Prompt:
Whichever lines of the entries hold the word "kamar" should be identified and copied.
---------- Task data ----------
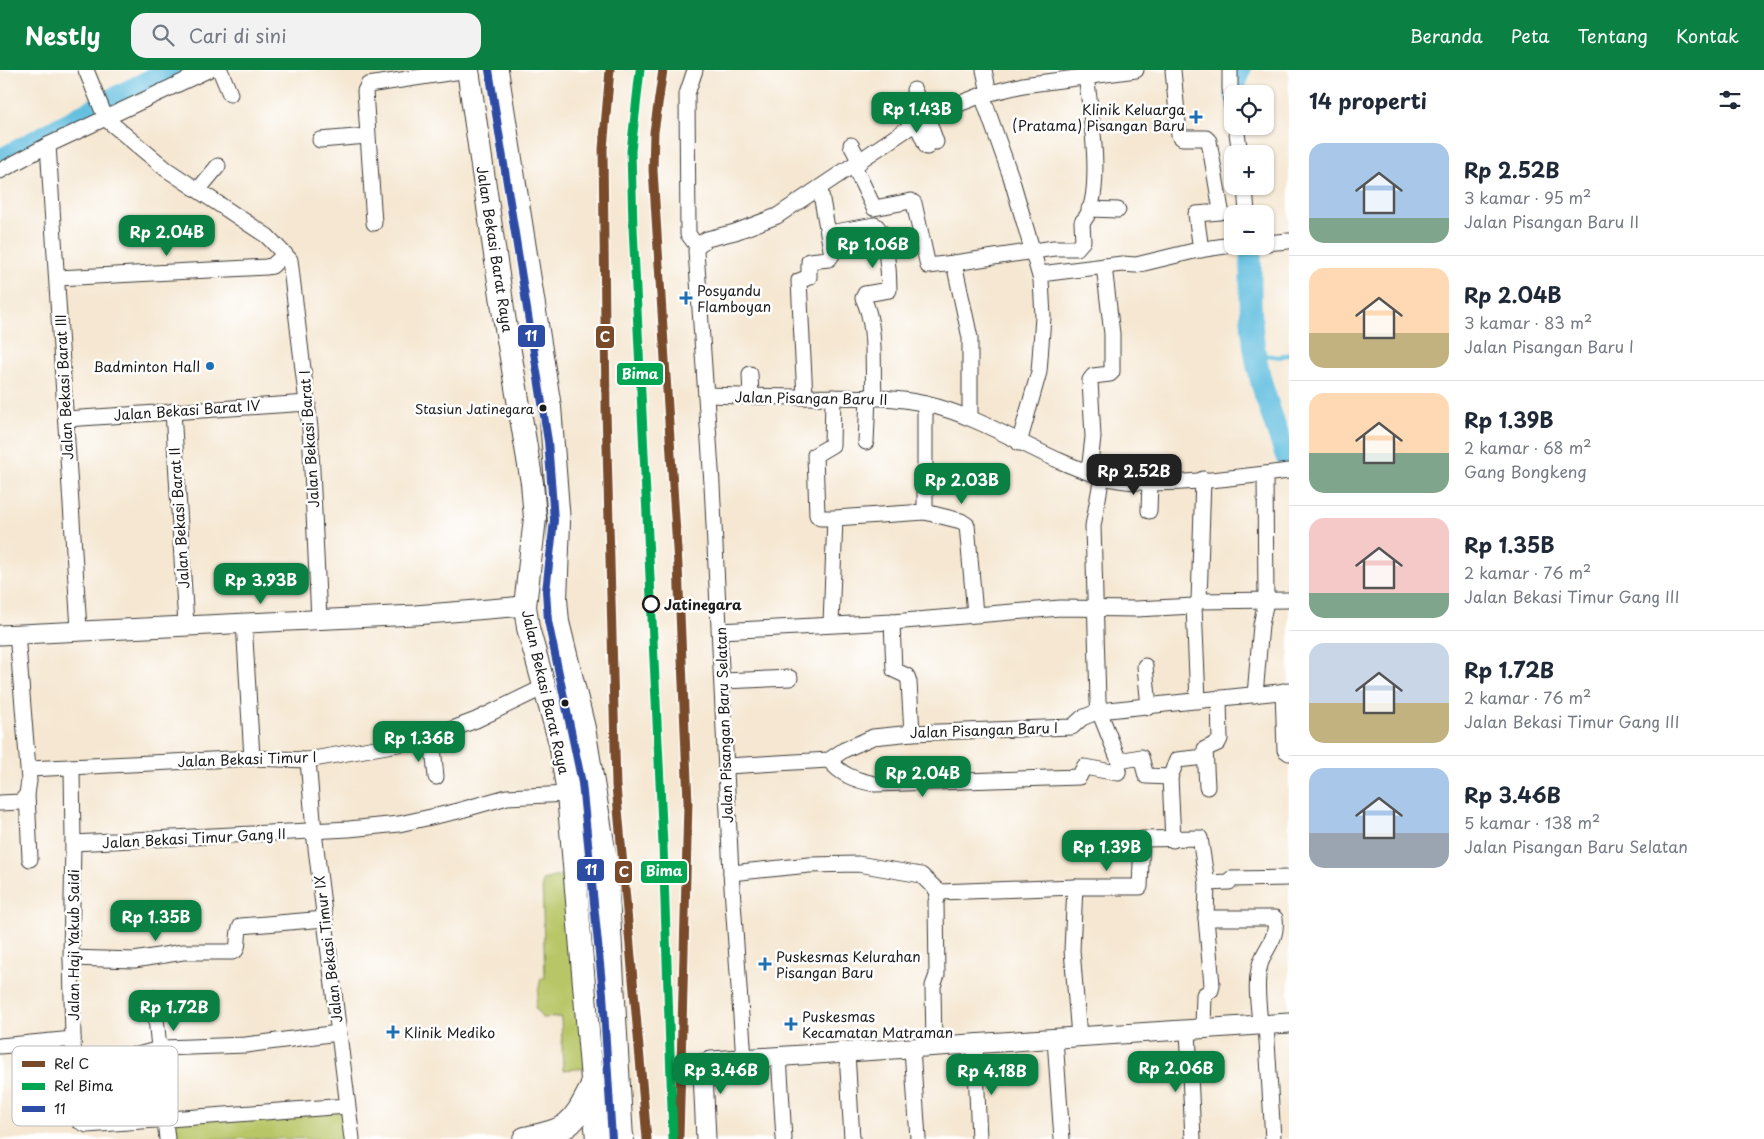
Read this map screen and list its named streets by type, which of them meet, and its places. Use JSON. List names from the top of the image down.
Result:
{
  "streets": {
    "main road": ["Jalan Bekasi Barat Raya"],
    "street": [
      "Jalan Bekasi Barat III",
      "Jalan Pisangan Baru II",
      "Jalan Bekasi Barat IV",
      "Jalan Bekasi Barat I",
      "Jalan Bekasi Barat II",
      "Jalan Pisangan Baru Selatan",
      "Jalan Pisangan Baru I",
      "Jalan Bekasi Timur I",
      "Jalan Bekasi Timur Gang II",
      "Jalan Haji Yakub Saidi",
      "Jalan Bekasi Timur IX"
    ]
  },
  "crossings": [
    ["Jalan Bekasi Barat Raya", "Jalan Bekasi Timur I"],
    ["Jalan Bekasi Barat Raya", "Jalan Bekasi Timur Gang II"],
    ["Jalan Bekasi Barat III", "Jalan Bekasi Barat IV"],
    ["Jalan Pisangan Baru II", "Jalan Pisangan Baru Selatan"],
    ["Jalan Bekasi Barat IV", "Jalan Bekasi Barat I"],
    ["Jalan Bekasi Barat IV", "Jalan Bekasi Barat II"],
    ["Jalan Pisangan Baru Selatan", "Jalan Pisangan Baru I"],
    ["Jalan Bekasi Timur I", "Jalan Haji Yakub Saidi"],
    ["Jalan Bekasi Timur I", "Jalan Bekasi Timur IX"],
    ["Jalan Bekasi Timur Gang II", "Jalan Haji Yakub Saidi"],
    ["Jalan Bekasi Timur Gang II", "Jalan Bekasi Timur IX"]
  ],
  "places": {
    "health": [
      "Klinik Keluarga (Pratama) Pisangan Baru",
      "Posyandu Flamboyan",
      "Puskesmas Kelurahan Pisangan Baru",
      "Puskesmas Kecamatan Matraman",
      "Klinik Mediko"
    ],
    "other": ["Badminton Hall", "Stasiun Jatinegara", "Jatinegara"]
  },
  "lines": ["rail line C", "rail line Bima", "transit line 11"],
  "legend": ["Rel C", "Rel Bima", "11"],
  "page": {
    "header": "Nestly",
    "search": "Cari di sini",
    "nav": [
      "Beranda",
      "Peta",
      "Tentang",
      "Kontak"
    ],
    "heading": "14 properti",
    "map_buttons": ["+", "−"],
    "price": [
      "Rp 1.43B",
      "Rp 2.04B",
      "Rp 1.06B",
      "Rp 2.52B",
      "Rp 2.03B",
      "Rp 3.93B",
      "Rp 1.36B",
      "Rp 2.04B",
      "Rp 1.39B",
      "Rp 1.35B",
      "Rp 1.72B",
      "Rp 2.06B",
      "Rp 3.46B",
      "Rp 4.18B"
    ],
    "list": [
      {
        "name": "Rp 2.52B",
        "note": "3 kamar · 95 m² · Jalan Pisangan Baru II"
      },
      {
        "name": "Rp 2.04B",
        "note": "3 kamar · 83 m² · Jalan Pisangan Baru I"
      },
      {
        "name": "Rp 1.39B",
        "note": "2 kamar · 68 m² · Gang Bongkeng"
      },
      {
        "name": "Rp 1.35B",
        "note": "2 kamar · 76 m² · Jalan Bekasi Timur Gang III"
      },
      {
        "name": "Rp 1.72B",
        "note": "2 kamar · 76 m² · Jalan Bekasi Timur Gang III"
      },
      {
        "name": "Rp 3.46B",
        "note": "5 kamar · 138 m² · Jalan Pisangan Baru Selatan"
      }
    ]
  }
}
----------
Solved problem:
        "note": "3 kamar · 95 m² · Jalan Pisangan Baru II"
        "note": "3 kamar · 83 m² · Jalan Pisangan Baru I"
        "note": "2 kamar · 68 m² · Gang Bongkeng"
        "note": "2 kamar · 76 m² · Jalan Bekasi Timur Gang III"
        "note": "2 kamar · 76 m² · Jalan Bekasi Timur Gang III"
        "note": "5 kamar · 138 m² · Jalan Pisangan Baru Selatan"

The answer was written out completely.